Arrumada a casa, definidas as linhas de execução e implantação desse projeto que engloba nossa diversidade e patrimônio cultural, Juca, especialmente nos últimos 12 meses, quando ocupou a presidência do Conselho do Patrimônio da UNESCO, saiu pelo mundo, expondo êxitos de sua gestão e se aproximando de novas realidades culturais. “Fui escolhido para o posto por ser o ministro da Cultura de um País que começa a se destacar no mundo. E que é respeitado e reconhecido exatamente pela sua cultura.” Juca considera que, assim como no campo da política externa, o Brasil precisa ocupar espaços no cenário internacional. Nesse aspecto, ele destaca a participação, além da UNESCO, em ações pela diversidade cultural na Unasul, no Mercosul e na OEA. A questão da propriedade intelectual, na qual o Brasil está assumindo papel de destaque, é outro ponto que o ministro tem levado ao debate com seus interlocutores estrangeiros em mais de 20 viagens internacionais nos últimos dois anos.

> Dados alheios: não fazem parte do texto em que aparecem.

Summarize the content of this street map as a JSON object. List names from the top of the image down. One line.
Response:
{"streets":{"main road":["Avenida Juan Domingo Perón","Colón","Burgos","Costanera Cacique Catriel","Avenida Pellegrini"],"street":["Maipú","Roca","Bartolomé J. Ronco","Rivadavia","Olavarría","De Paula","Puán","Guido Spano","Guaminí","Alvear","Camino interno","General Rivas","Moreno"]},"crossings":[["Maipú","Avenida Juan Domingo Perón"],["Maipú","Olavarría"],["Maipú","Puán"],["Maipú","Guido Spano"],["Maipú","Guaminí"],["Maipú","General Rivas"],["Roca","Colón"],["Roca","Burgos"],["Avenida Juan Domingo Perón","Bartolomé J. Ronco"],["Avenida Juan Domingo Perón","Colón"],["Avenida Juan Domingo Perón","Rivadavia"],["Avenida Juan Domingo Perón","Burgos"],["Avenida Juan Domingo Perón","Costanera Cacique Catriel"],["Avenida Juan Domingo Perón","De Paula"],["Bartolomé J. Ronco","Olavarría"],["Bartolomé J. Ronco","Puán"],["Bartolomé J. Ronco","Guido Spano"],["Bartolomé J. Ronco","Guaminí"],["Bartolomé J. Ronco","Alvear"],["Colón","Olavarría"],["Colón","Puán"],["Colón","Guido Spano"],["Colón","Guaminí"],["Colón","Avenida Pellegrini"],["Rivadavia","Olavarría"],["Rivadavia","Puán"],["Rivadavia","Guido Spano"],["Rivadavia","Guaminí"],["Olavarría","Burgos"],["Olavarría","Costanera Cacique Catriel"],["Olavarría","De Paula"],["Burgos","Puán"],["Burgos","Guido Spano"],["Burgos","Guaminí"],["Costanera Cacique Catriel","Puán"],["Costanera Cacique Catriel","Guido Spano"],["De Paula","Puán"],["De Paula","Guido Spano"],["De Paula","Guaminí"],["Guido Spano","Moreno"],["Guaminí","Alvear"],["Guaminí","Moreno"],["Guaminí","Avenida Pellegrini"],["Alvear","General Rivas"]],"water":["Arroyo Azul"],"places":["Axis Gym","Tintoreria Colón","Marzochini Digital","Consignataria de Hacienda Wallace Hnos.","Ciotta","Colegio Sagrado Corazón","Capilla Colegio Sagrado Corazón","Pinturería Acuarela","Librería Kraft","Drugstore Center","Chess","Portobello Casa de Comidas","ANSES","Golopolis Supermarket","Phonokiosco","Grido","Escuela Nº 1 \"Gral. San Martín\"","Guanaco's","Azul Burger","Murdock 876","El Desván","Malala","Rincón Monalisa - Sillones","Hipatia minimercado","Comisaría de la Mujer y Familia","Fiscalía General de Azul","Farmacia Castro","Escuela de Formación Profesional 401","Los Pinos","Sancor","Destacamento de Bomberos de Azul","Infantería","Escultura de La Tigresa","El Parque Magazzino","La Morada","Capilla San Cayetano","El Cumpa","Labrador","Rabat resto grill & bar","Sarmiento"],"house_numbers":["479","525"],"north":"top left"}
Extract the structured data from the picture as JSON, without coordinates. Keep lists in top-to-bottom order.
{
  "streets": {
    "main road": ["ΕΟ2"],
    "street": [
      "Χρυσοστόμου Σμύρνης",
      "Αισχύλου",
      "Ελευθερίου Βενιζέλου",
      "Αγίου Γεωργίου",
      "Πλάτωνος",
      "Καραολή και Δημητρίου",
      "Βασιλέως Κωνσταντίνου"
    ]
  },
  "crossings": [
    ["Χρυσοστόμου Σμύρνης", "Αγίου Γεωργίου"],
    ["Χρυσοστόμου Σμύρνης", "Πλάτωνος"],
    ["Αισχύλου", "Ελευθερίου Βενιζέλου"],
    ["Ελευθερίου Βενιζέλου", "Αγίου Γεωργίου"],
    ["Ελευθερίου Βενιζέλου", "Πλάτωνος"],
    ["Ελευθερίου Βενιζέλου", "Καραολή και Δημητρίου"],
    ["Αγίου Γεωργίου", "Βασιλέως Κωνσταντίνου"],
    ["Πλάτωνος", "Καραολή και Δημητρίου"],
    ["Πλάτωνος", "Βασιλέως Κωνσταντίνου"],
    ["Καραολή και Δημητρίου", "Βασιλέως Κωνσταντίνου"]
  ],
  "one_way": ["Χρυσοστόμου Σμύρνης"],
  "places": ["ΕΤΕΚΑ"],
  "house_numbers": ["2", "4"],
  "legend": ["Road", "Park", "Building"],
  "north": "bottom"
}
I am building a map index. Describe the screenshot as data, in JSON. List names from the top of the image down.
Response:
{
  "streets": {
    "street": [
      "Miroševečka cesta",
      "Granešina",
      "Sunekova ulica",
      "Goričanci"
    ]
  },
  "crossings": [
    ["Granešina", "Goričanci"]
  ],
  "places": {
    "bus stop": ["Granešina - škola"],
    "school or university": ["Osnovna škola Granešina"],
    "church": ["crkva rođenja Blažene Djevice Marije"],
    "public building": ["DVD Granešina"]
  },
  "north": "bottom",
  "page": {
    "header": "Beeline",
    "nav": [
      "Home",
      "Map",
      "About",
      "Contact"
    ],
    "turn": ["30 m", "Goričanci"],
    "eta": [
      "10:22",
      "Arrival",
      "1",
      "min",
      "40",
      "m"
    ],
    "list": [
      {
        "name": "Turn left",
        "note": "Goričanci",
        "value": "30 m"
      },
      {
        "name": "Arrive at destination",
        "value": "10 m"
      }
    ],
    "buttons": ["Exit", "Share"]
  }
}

Intercâmbio e ações globais
A Brasileiros acompanhou o ministro em uma de suas últimas viagens, desta vez a Cabo Verde, onde ele, em nome da UNESCO, entregou ao governo local o título de Patrimônio da Humanidade à Cidade Velha da Ribeira Grande, primeira construção ocidental feita na África (Ilha de Santiago, uma das nove que compõem o arquipélago de Cabo Verde) pelos portugueses em 1462. Juca destacou que o papel do Brasil foi fundamental para que a UNESCO aprovasse o título para Cidade Velha. Embora o estado de preservação do núcleo original da cidade necessite de muito trabalho de recuperação, a sua existência, em termos históricos, tanto para o Brasil, Portugal e para as nações africanas de língua portuguesa, é fundamental. “Não podemos nos esquecer de que Cabo Verde foi um ponto estratégico, tanto na expansão de Portugal pelo mundo quanto na formação do povo brasileiro, pois boa parte dos escravos que veio para o Brasil passou pelas ilhas”, comenta. Cabo Verde também representa uma nova fase nas relações internacionais do Ministério da Cultura. Além da solenidade, Juca e sua equipe – que incluía o presidente do IPHAN (Instituto do Patrimônio Histórico e Artístico Nacional), Luiz Fernando de Almeida, o presidente da Fundação Palmares, Zulu Araújo, e o diretor de relações internacionais do MinC, Marcelo Dantas -, fecharam um acordo de Cooperação com Cabo Verde, com duração de dois anos, que definirá estudos e trabalhos em conjunto nas áreas de Patrimônio Cultural, Economia da Cultura, Museus, Audiovisual e Livro, Leitura e Literatura.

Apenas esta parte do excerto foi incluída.